• What is needed: Pictures are to be left out, and every entry repeated exactly.

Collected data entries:
§
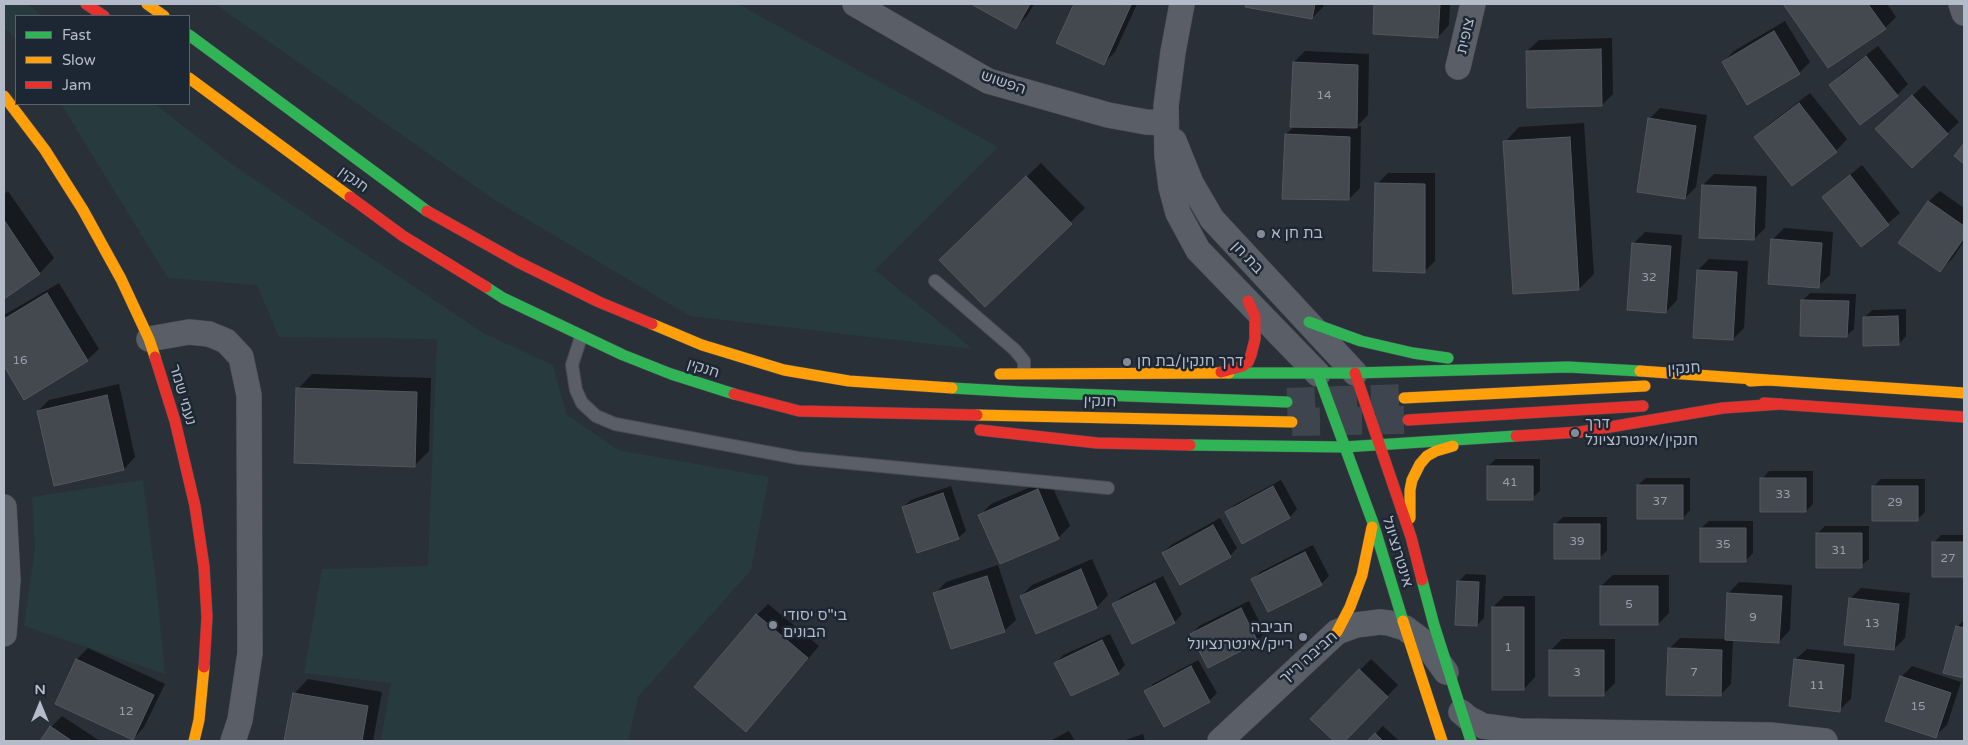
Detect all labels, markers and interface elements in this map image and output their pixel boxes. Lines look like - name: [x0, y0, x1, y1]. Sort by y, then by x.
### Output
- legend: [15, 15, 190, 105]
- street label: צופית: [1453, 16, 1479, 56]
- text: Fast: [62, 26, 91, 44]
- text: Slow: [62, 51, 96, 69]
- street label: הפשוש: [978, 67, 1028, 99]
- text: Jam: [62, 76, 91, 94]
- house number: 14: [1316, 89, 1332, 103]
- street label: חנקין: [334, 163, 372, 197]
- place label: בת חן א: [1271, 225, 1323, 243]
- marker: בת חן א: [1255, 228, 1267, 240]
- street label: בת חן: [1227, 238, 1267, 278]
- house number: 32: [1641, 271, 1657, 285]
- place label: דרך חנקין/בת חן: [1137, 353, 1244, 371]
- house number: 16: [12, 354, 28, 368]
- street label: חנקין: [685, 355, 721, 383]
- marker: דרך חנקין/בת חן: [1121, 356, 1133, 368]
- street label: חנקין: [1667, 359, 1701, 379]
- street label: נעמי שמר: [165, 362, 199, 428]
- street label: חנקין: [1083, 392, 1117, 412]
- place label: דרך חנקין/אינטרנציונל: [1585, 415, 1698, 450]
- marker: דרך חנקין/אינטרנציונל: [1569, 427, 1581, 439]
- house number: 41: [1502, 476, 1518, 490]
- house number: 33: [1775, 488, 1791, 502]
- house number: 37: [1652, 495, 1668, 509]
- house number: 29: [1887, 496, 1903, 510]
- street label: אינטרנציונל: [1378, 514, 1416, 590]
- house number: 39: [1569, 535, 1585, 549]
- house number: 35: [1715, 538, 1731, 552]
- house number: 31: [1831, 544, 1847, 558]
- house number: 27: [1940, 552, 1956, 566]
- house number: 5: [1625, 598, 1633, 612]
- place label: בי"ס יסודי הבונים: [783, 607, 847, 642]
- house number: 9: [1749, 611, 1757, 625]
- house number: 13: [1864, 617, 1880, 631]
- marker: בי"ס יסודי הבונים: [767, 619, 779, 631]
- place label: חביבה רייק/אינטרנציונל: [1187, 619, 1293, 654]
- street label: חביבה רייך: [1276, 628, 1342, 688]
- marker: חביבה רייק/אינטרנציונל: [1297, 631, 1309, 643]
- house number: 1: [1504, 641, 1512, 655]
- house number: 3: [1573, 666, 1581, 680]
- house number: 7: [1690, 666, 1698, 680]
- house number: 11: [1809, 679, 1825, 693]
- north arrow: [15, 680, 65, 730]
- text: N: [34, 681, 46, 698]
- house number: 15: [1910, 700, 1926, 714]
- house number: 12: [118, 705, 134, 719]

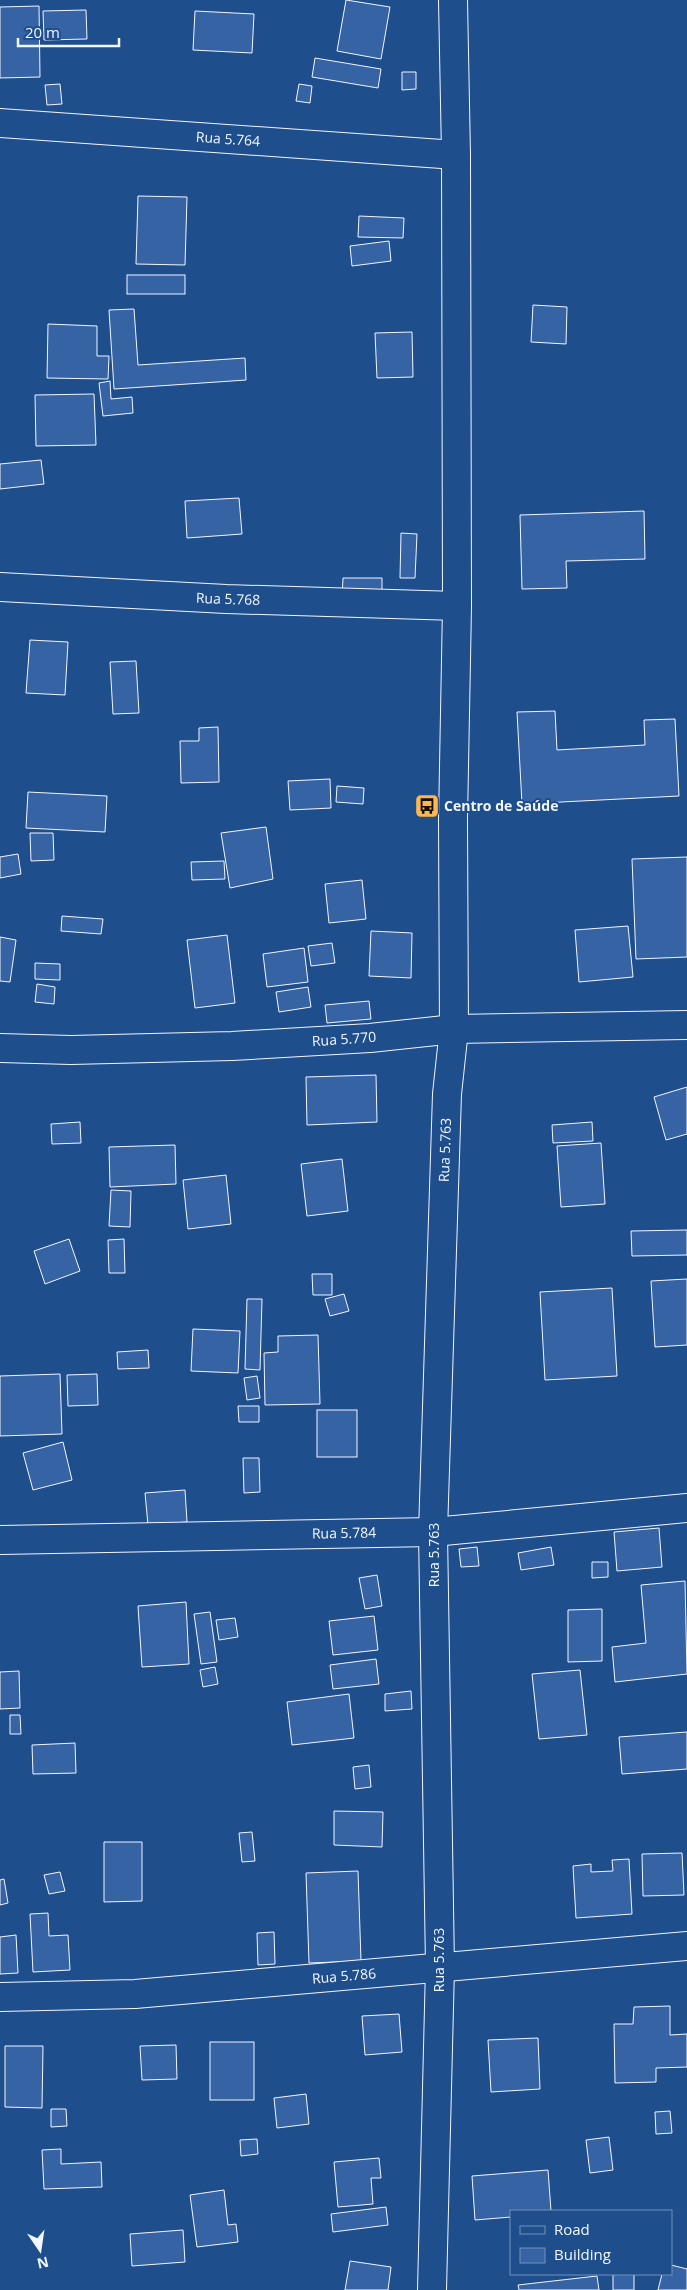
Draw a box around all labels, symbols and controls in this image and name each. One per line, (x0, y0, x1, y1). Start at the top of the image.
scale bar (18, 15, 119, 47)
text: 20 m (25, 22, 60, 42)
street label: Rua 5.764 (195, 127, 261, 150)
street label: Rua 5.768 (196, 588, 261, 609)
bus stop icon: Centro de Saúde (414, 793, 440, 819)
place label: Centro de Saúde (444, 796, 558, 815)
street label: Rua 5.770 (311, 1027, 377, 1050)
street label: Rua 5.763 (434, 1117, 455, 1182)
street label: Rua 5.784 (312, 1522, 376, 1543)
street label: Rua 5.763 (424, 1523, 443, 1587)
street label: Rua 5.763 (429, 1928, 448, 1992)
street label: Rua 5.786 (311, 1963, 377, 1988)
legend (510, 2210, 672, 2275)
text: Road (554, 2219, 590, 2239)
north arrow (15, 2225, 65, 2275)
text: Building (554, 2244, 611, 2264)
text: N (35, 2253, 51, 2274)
§
• Result below:
Detect all labels, markers and interface elements in this map image and output their pixel boxes. Lines look like - name: [x0, y0, x1, y1]. Sort by y, then by x.
### Output
- legend: [15, 15, 190, 105]
- street label: צופית: [1453, 16, 1479, 56]
- text: Fast: [62, 26, 91, 44]
- text: Slow: [62, 51, 96, 69]
- street label: הפשוש: [978, 67, 1028, 99]
- text: Jam: [62, 76, 91, 94]
- house number: 14: [1316, 89, 1332, 103]
- street label: חנקין: [334, 163, 372, 197]
- place label: בת חן א: [1271, 225, 1323, 243]
- marker: בת חן א: [1255, 228, 1267, 240]
- street label: בת חן: [1227, 238, 1267, 278]
- house number: 32: [1641, 271, 1657, 285]
- place label: דרך חנקין/בת חן: [1137, 353, 1244, 371]
- house number: 16: [12, 354, 28, 368]
- street label: חנקין: [685, 355, 721, 383]
- marker: דרך חנקין/בת חן: [1121, 356, 1133, 368]
- street label: חנקין: [1667, 359, 1701, 379]
- street label: נעמי שמר: [165, 362, 199, 428]
- street label: חנקין: [1083, 392, 1117, 412]
- place label: דרך חנקין/אינטרנציונל: [1585, 415, 1698, 450]
- marker: דרך חנקין/אינטרנציונל: [1569, 427, 1581, 439]
- house number: 41: [1502, 476, 1518, 490]
- house number: 33: [1775, 488, 1791, 502]
- house number: 37: [1652, 495, 1668, 509]
- house number: 29: [1887, 496, 1903, 510]
- street label: אינטרנציונל: [1378, 514, 1416, 590]
- house number: 39: [1569, 535, 1585, 549]
- house number: 35: [1715, 538, 1731, 552]
- house number: 31: [1831, 544, 1847, 558]
- house number: 27: [1940, 552, 1956, 566]
- house number: 5: [1625, 598, 1633, 612]
- place label: בי"ס יסודי הבונים: [783, 607, 847, 642]
- house number: 9: [1749, 611, 1757, 625]
- house number: 13: [1864, 617, 1880, 631]
- marker: בי"ס יסודי הבונים: [767, 619, 779, 631]
- place label: חביבה רייק/אינטרנציונל: [1187, 619, 1293, 654]
- street label: חביבה רייך: [1276, 628, 1342, 688]
- marker: חביבה רייק/אינטרנציונל: [1297, 631, 1309, 643]
- house number: 1: [1504, 641, 1512, 655]
- house number: 3: [1573, 666, 1581, 680]
- house number: 7: [1690, 666, 1698, 680]
- house number: 11: [1809, 679, 1825, 693]
- north arrow: [15, 680, 65, 730]
- text: N: [34, 681, 46, 698]
- house number: 15: [1910, 700, 1926, 714]
- house number: 12: [118, 705, 134, 719]

Draw a box around all labels, symbols and controls in this image and name each. One per line, (x0, y0, x1, y1). Start at the top of the image.
scale bar (18, 15, 119, 47)
text: 20 m (25, 22, 60, 42)
street label: Rua 5.764 (195, 127, 261, 150)
street label: Rua 5.768 (196, 588, 261, 609)
bus stop icon: Centro de Saúde (414, 793, 440, 819)
place label: Centro de Saúde (444, 796, 558, 815)
street label: Rua 5.770 (311, 1027, 377, 1050)
street label: Rua 5.763 (434, 1117, 455, 1182)
street label: Rua 5.784 (312, 1522, 376, 1543)
street label: Rua 5.763 (424, 1523, 443, 1587)
street label: Rua 5.763 (429, 1928, 448, 1992)
street label: Rua 5.786 (311, 1963, 377, 1988)
legend (510, 2210, 672, 2275)
text: Road (554, 2219, 590, 2239)
north arrow (15, 2225, 65, 2275)
text: Building (554, 2244, 611, 2264)
text: N (35, 2253, 51, 2274)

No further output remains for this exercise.